# Search element in a sorted matrix

Given a sorted matrix mat[n][m] and an element ‘x’. Find position of x in the matrix if it is present, else print -1. Matrix is sorted in a way such that all elements in a row are sorted in increasing order and for row ‘i’, where 1 <= i <= n-1, first element of row 'i' is greater than or equal to the last element of row 'i-1'. The approach should have O(log n + log m) time complexity.

Examples:

```Input : mat[][] = { {1, 5, 9},
{14, 20, 21},
{30, 34, 43} }
x = 14
Output : Found at (1, 0)

Input : mat[][] = { {1, 5, 9, 11},
{14, 20, 21, 26},
{30, 34, 43, 50} }
x = 42
Output : -1
```

## Recommended: Please try your approach on {IDE} first, before moving on to the solution.
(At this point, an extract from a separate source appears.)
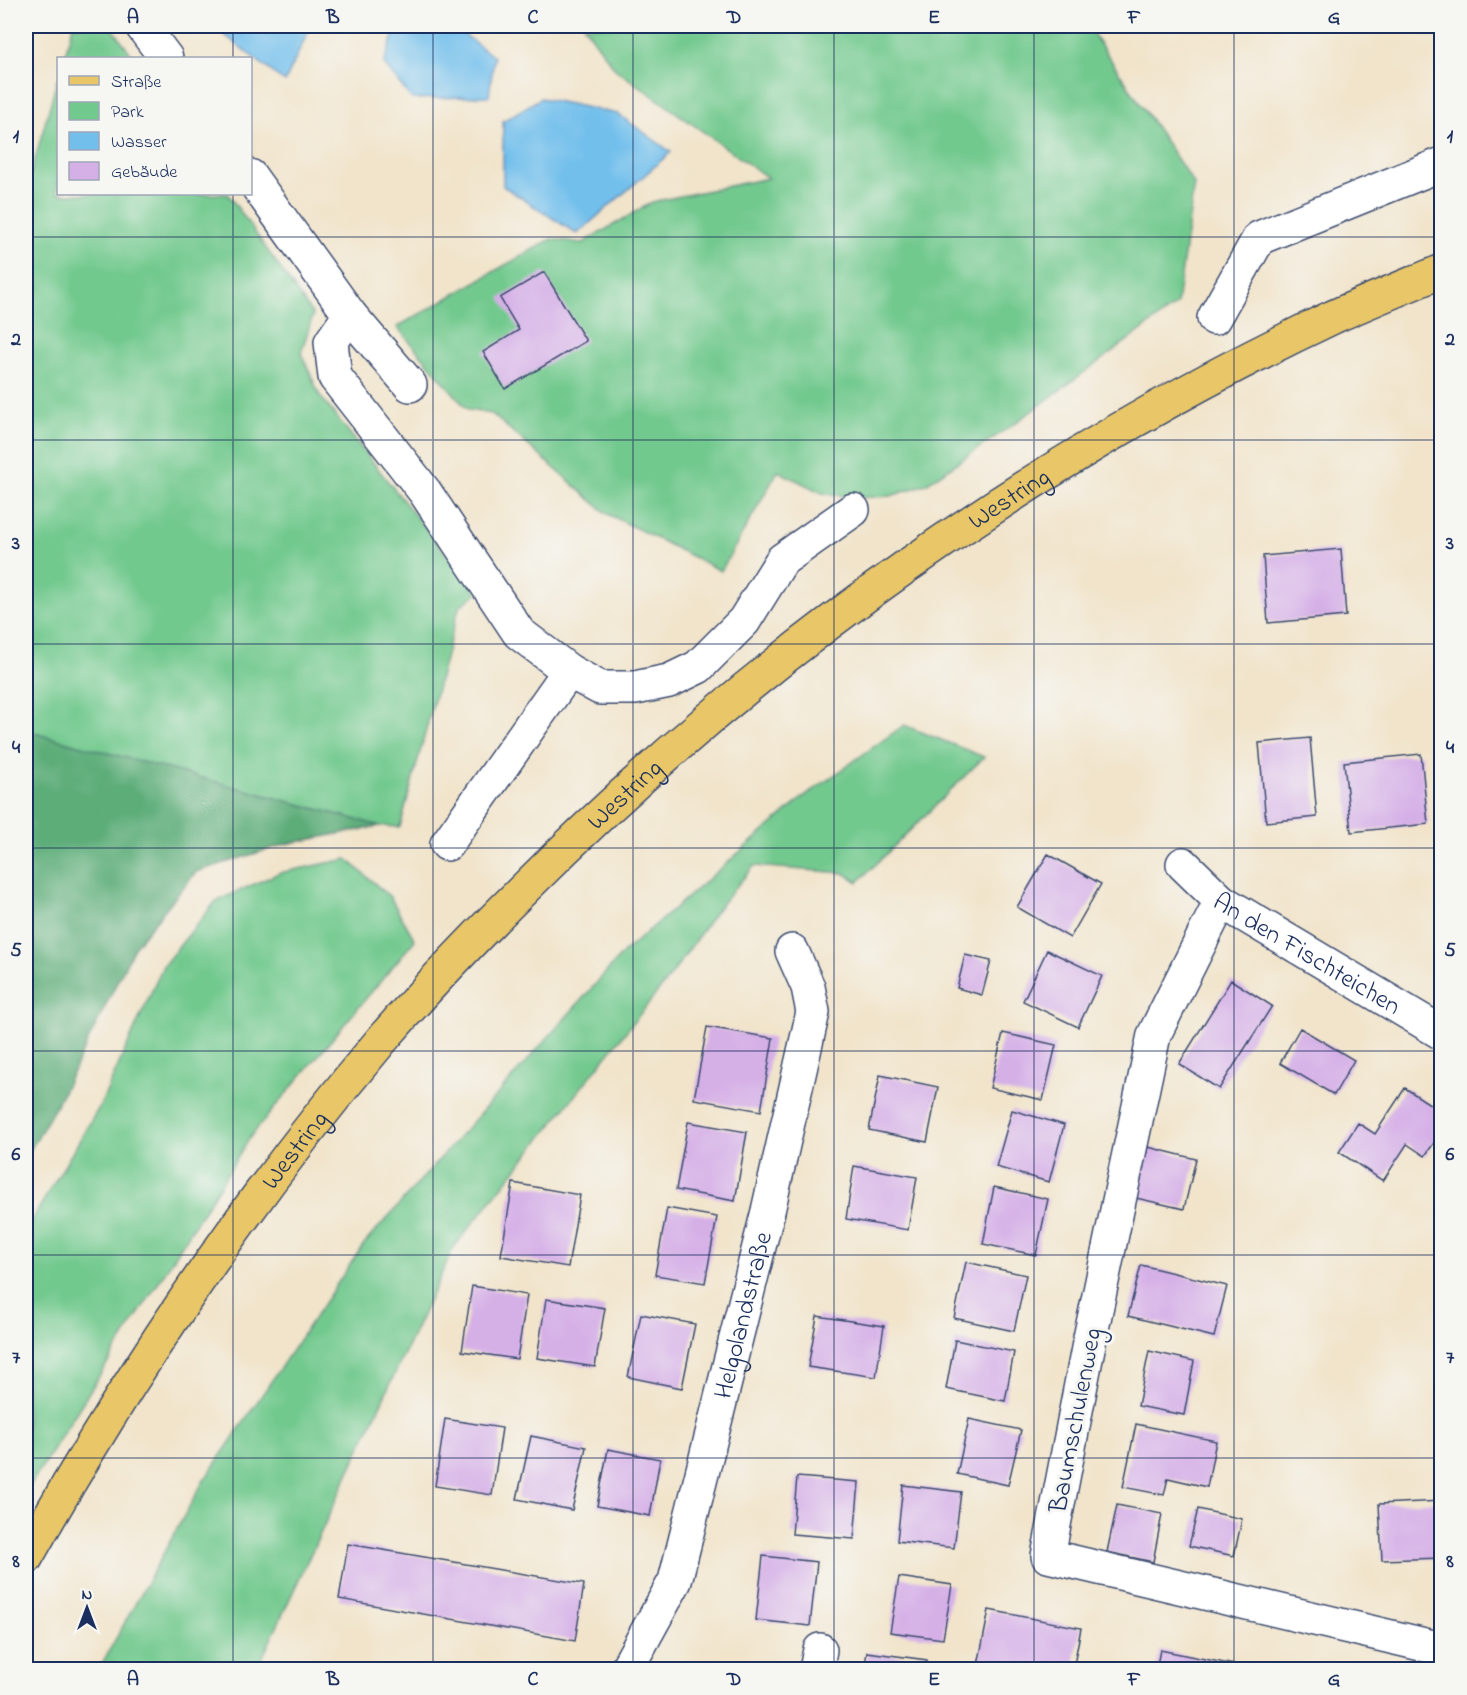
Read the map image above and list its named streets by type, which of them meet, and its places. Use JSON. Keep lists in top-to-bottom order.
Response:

Please note that this problem is different from Search in a row wise and column wise sorted matrix. Here matrix is more strictly sorted as first element of a row is greater than last element of previous row.

A Simple Solution is to one by one compare x with every element of matrix. If matches, then return position. If we reach end, return -1. Time complexity of this solution is O(n x m).

An efficient solution is to typecast given 2D array to 1D array, then apply binary search on the typecasted array.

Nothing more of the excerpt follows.